Выбрать главу

В 60-е годы Стриженов продолжал активно сниматься в кино в ролях самого разного плана. Например, он играл персонажей классических произведений («Дуэль», 1961, главная роль — Иван Андреевич Лаевский; «Три сестры», 1965, Николай Львович Тузенбах), современников («Перекличка», 1966, главная роль — космонавт Алексей Бородин), реальных исторических деятелей («В мертвой петле», 1963, летчик Сергей Уточкин; «Третья молодость», 1966, главная роль — П. И. Чайковский).

Фильмов с участием Стриженова могло быть тогда значительно больше. Дело в том, что во время съемок в нескольких картинах отношения нашего героя с режиссерами внезапно портились, и роль уходила к другому исполнителю. Причины у этих конфликтов были самые разные: начиная от нарушения режима самим актером и заканчивая его чрезвычайной требовательностью к режиссерам. Так, в 1962 году Стриженов отказал самому Сергею Бондарчуку, когда тот предложил ему роль князя Болконского в фильме «Война и мир». Как это получилось? Послушаем самого О. Стриженова:

«Я Бондарчука подвел, послал его перед самой съемкой. За что? За то, что меня никогда не пробовали! Режиссер просто обязан знать, кто ему нужен на главную роль. И уважать актера обязан. Такой великий человек, как Пырьев, не гнушался подойти к артисту и сказать: «Я знаю, ты сейчас свободен. И нужен мне. Хочешь у меня сыграть? Придешь?» И никаких проб — такой это был художник!

Бондарчуку я решил напомнить, что мы оба артисты, друзья и на равных! Да ведь он мне год голову морочил. Предложил роль Долохова, я согласился, а он тем временем на роль Болконского пробовал всю страну, ко всеобщему удивлению не предлагая ее только мне. А я же Лев, я же гордый! Я ждал звонка и думал: «Эх, Серега, — царствие ему небесное! — как же ты роли распределяешь? Какая из твоей жены Элен?» И когда звонок раздался: «Старик, нет Болконского», — я выдвинул Бондарчуку условия. Первое. Я слышал, говорю, что ты пробы актерские взаперти с женой смотришь и никто другой их не видит. Так вот, ты мне покажешь все пробы, все, что наснимал. А во-вторых, в моих пробах ты сам мне будешь подыгрывать. Ну а третье условие я тебе потом скажу, когда результат увижу. Договорились. Я отсмотрел все пробы, прохохотал: «Боже, бедный Толстой!» И с упоением отыграл в своих пробах. Мой Андрей не был «остолбеневшим князем», как потом о Тихонове писали.
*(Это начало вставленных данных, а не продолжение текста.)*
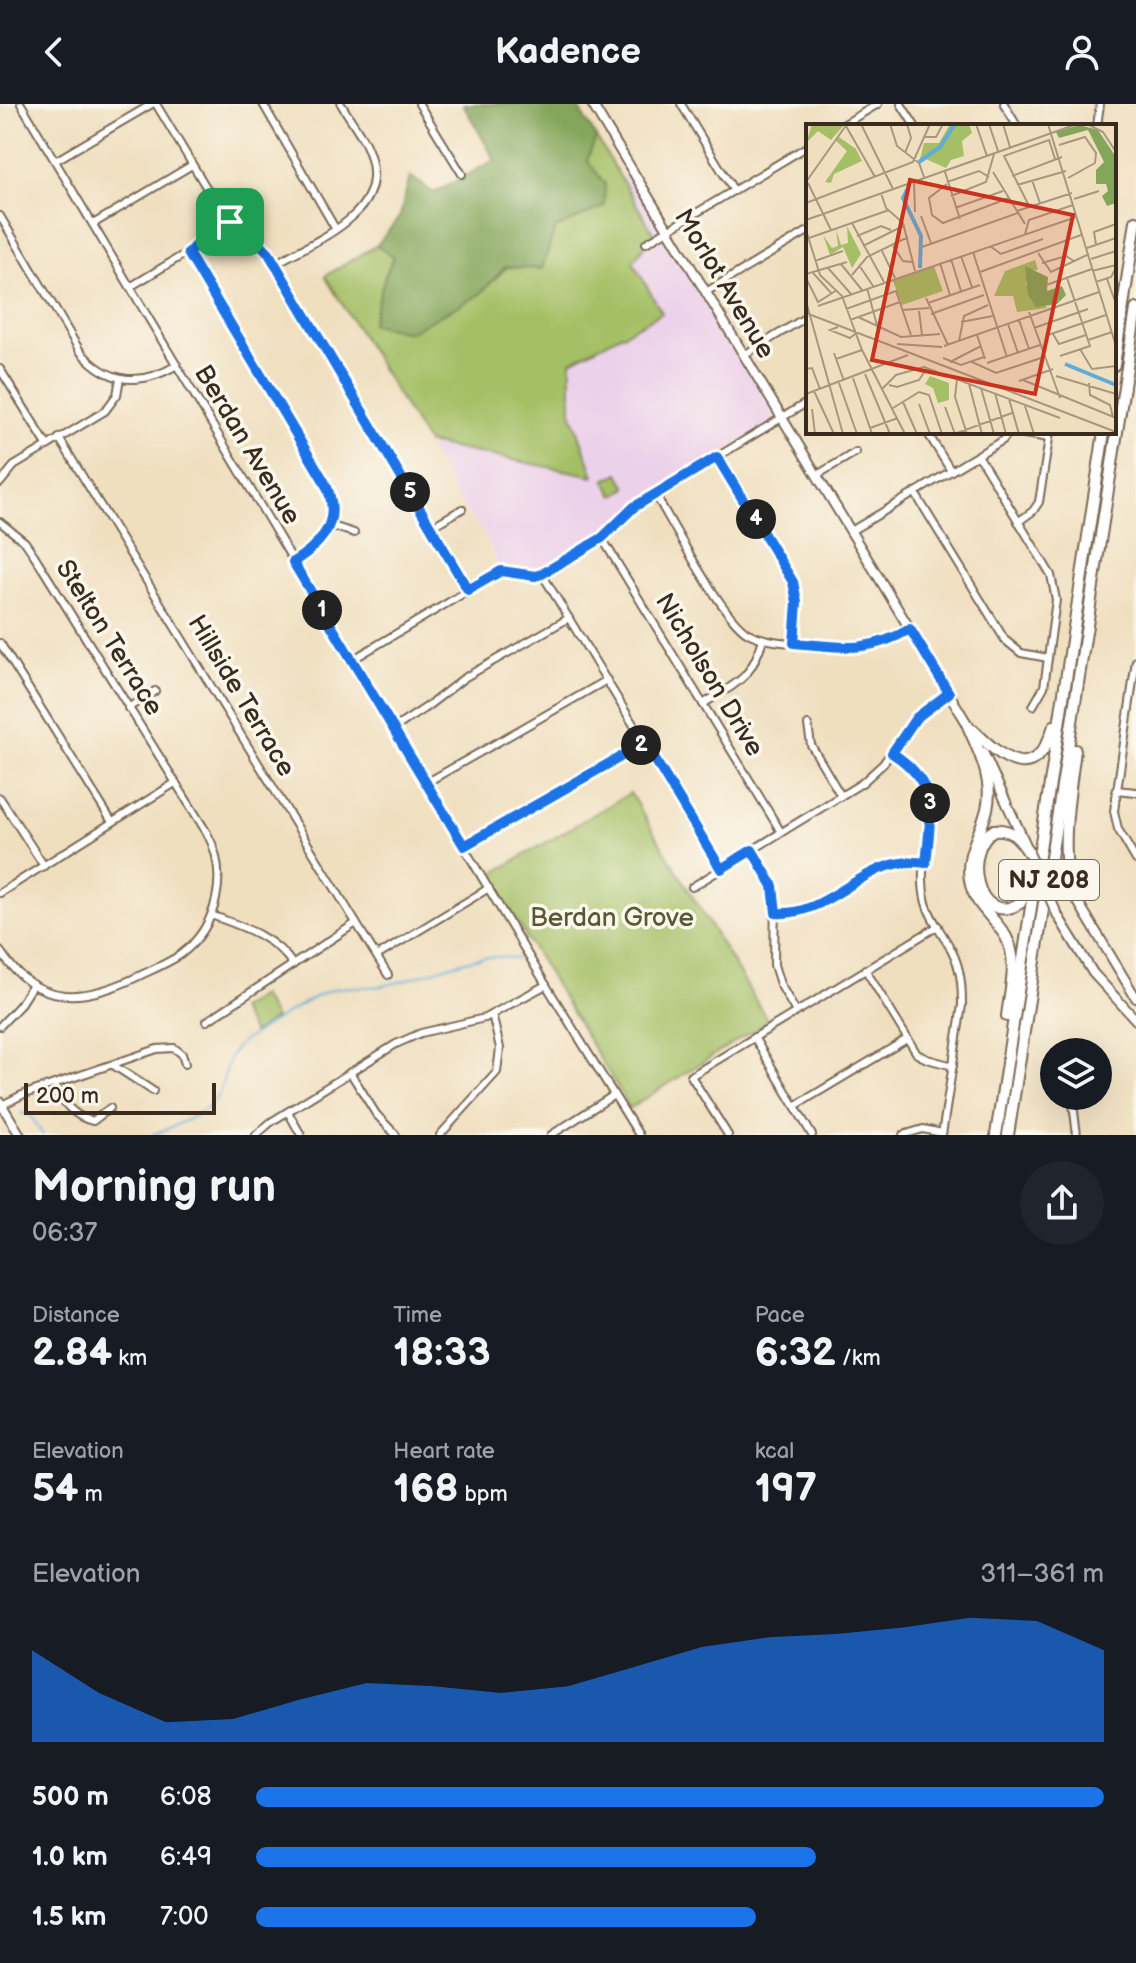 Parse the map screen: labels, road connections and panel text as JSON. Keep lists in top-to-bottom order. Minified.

Он был разным, живым. И когда Бондарчук это признал, тут-то я ему и объявил о своем третьем условии — у тебя как у режиссера я играть никогда не буду!

Что тут началось! Ведь газеты и журналы уже дали анонсы. Кто меня только не уговаривал! Но самое интересное продолжение эта история получила у Фурцевой. Однажды я сплю, окна зашторены, и тут звонок: «Это Фурцева!» Кокетливым тоном. А я спросонья не пойму — день или ночь. И решил, что это кто-то из девочек киношных, знаете, вокруг фильма всегда полно каких-то писюх, решил меня разыграть. И понес на нее чуть ли не на нашем фольклоре. А потом бросил трубку. Она перезванивает. Слышу, в голосе низы появились: «Олег Александрович, это действительно Екатерина Алексеевна говорит…» Короче, через пару часов я был у дверей ее кабинета. По коридору туда-сюда ходит Бондарчук. Только я подумал: вот, может, мы сейчас с ним поговорим, и я его прощу, — а тут секретарша Фурцевой меня к ней на ковер вызывает. За столом — целая коллегия. От Сергея Герасимова до чиновников всяких. Ну ясно. На испуг будут брать. Но я же Лев! Никого не боюсь… И вдруг слышу из уст Фурцевой гневное: «Я не понимаю, почему вы не хотите играть любимый образ нашей молодежи?!» А я и говорю: «Екатерина Алексеевна, я окончил два учебных заведения — художественное училище и театральное. И только и слышал, что у нашей молодежи всего два любимых героя: Овод и Павка Корчагин. А вот то, что князь Андрэ стал любимым образом молодежи, я впервые от вас слышу. Но не печалюсь, ведь Овода я сыграл». Герасимов, сидевший напротив меня, просто заплясал на стуле и с хохотом выбежал из кабинета. А Фурцева многозначительно стала расспрашивать, как я живу. Попроси я тогда орден, звание, другую квартиру — уверен, дали бы. Но я ответил, что живу, мол, себе потихонечку, чего и всем желаю!»